Activation of the TSH/TSHR signaling pathway occurs in mice at E15. TSHR knockout mice die within one week of weaning, while heterozygotes are unaffected. TSHR knockout mice have developmental and growths delays and are severely hypothyroid with no detectable thyroid hormone and elevated TSH. By comparing the TSHR knockout mice with mutant mouse lines deprived of either TSH (pit^dw/pit^dw) or a functional TSHR (tshr^hyt/tshr^hyt), it is reported that the thyroid hormone synthetic pathway in mice can be divided into TSH-dependent and -independent steps. Ongoing projects in this area of our research program include: (1) The characterization of the thyroid phenotypes of TSHR knockout mouse embryos during post-implantation development, and (2) The determination whether cellular defects in TSHR knockout mice are rescued by adenoviral TSHR transfer.

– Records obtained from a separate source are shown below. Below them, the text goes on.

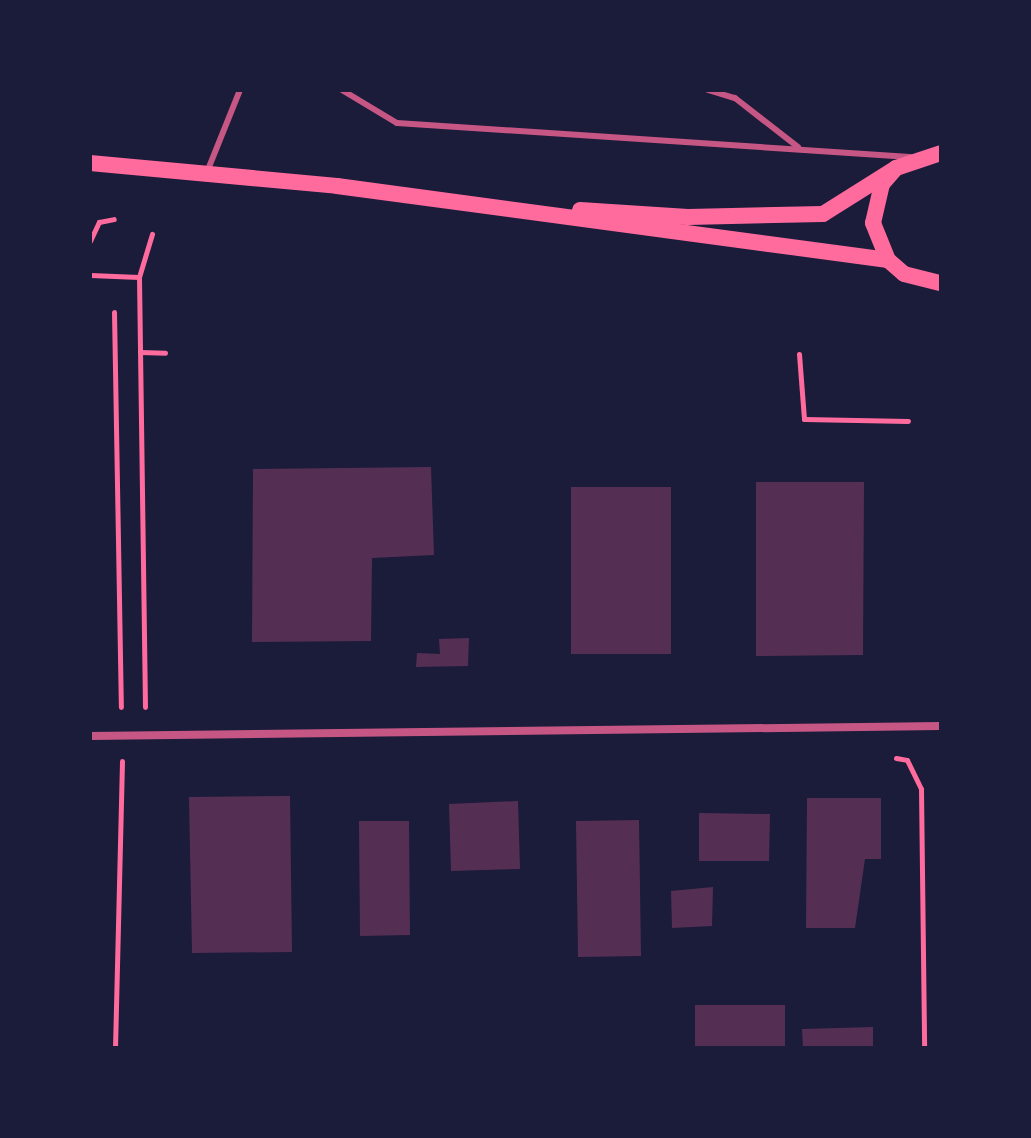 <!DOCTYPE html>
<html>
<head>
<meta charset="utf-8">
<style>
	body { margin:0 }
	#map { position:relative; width:1031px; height:1138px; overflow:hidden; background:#1b1b3a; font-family:"Open Sans",sans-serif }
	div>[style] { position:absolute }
	.building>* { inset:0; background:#542f53 }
	.path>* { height:5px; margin:-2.5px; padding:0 2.5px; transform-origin:2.5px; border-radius:2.5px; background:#ff6b9d }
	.service>* { height:6px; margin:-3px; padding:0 3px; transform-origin:3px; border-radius:3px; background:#c65784 }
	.minor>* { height:8px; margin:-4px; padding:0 4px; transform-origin:4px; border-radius:4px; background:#c65784 }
	.secondary>* { height:16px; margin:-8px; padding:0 8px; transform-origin:8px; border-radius:8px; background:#ff6b9d }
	span { translate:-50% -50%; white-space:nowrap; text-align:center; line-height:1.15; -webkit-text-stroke:6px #1b1b3a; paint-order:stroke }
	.frame { position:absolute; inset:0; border:92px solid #1b1b3a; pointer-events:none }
</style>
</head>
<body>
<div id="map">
	<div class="building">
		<i style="clip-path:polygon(431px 467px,434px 555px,372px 558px,371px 641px,252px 642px,253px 469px)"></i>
		<i style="clip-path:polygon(756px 482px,864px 482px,863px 655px,756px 656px)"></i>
		<i style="clip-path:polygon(571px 487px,671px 487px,671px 654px,571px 654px)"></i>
		<i style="clip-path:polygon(469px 638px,468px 666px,416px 667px,417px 653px,440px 654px,439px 639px)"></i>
		<i style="clip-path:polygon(290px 796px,292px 952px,192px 953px,189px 797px)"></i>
		<i style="clip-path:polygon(807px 798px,881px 798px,881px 859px,865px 859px,855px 928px,806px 928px)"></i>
		<i style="clip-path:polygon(518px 801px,520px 869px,451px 871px,449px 804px)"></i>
		<i style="clip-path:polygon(699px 813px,770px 814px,769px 861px,699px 861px)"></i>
		<i style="clip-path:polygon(639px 820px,641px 956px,578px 957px,576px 821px)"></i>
		<i style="clip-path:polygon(359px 821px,409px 821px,410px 935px,360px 936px)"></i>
		<i style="clip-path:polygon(713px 887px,712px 926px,672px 928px,671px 891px)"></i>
		<i style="clip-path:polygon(695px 1005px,785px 1005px,785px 1048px,695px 1048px)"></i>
		<i style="clip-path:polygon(873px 1027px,873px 1048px,803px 1048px,802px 1029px)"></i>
	</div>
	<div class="path">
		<i style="left:90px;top:241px;width:21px;rotate:-65deg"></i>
		<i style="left:99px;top:222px;width:15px;rotate:-11deg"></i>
		<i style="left:90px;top:275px;width:49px;rotate:2.3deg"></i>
		<i style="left:114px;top:312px;width:395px;rotate:89deg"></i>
		<i style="left:140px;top:352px;width:25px;rotate:2deg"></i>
		<i style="left:799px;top:354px;width:65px;rotate:85.6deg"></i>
		<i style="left:804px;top:419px;width:104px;rotate:1.1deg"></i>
		<i style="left:145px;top:707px;width:430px;rotate:-90.8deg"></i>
		<i style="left:139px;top:277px;width:45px;rotate:-73.2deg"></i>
		<i style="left:896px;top:758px;width:11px;rotate:10deg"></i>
		<i style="left:907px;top:760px;width:32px;rotate:64deg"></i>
		<i style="left:921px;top:789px;width:259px;rotate:89.3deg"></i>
		<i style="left:115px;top:1048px;width:287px;rotate:-88.6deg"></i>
	</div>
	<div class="service">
		<i style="left:342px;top:90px;width:64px;rotate:31deg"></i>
		<i style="left:397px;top:123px;width:514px;rotate:3.79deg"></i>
		<i style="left:708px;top:90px;width:28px;rotate:17deg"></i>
		<i style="left:735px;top:98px;width:80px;rotate:37.9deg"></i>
		<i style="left:207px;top:172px;width:88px;rotate:-68.1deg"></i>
	</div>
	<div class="minor">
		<i style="left:90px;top:736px;width:851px;rotate:-0.67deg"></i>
	</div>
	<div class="secondary">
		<i style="left:941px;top:153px;width:47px;rotate:161.6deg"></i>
		<i style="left:896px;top:168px;width:21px;rotate:131deg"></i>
		<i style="left:882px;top:184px;width:40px;rotate:103deg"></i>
		<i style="left:873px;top:223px;width:40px;rotate:68deg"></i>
		<i style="left:888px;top:260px;width:21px;rotate:41deg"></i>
		<i style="left:904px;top:274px;width:38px;rotate:14deg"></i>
		<i style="left:90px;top:163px;width:248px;rotate:5.3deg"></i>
		<i style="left:337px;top:186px;width:556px;rotate:7.65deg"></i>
		<i style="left:580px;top:210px;width:108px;rotate:3.7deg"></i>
		<i style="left:688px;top:217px;width:135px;rotate:-1.3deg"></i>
		<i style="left:823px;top:214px;width:86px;rotate:-32.2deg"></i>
	</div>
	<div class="frame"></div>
</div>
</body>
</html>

Molecular basis for thyroid cancer development

In collaboration with Dr. Igor Matushansky at the Memorial Sloan-Kettering Cancer Center, we are establishing a collaborative project in which we will examine the relationship between progenitor cells differentiating into thyrocytes and the various types of thyroid cancers. We have access to a significant number of thyroid cancers of numerous types. Our goal is to have a better understanding of the abnormalities of differentiation that occur during thyroid tumorigenesis. Our ES cell in vitro differentiation model will allow us to identify the molecules responsible for programming thyroid stem cells, which could lead the way to more targeted treatment for thyroid disorders.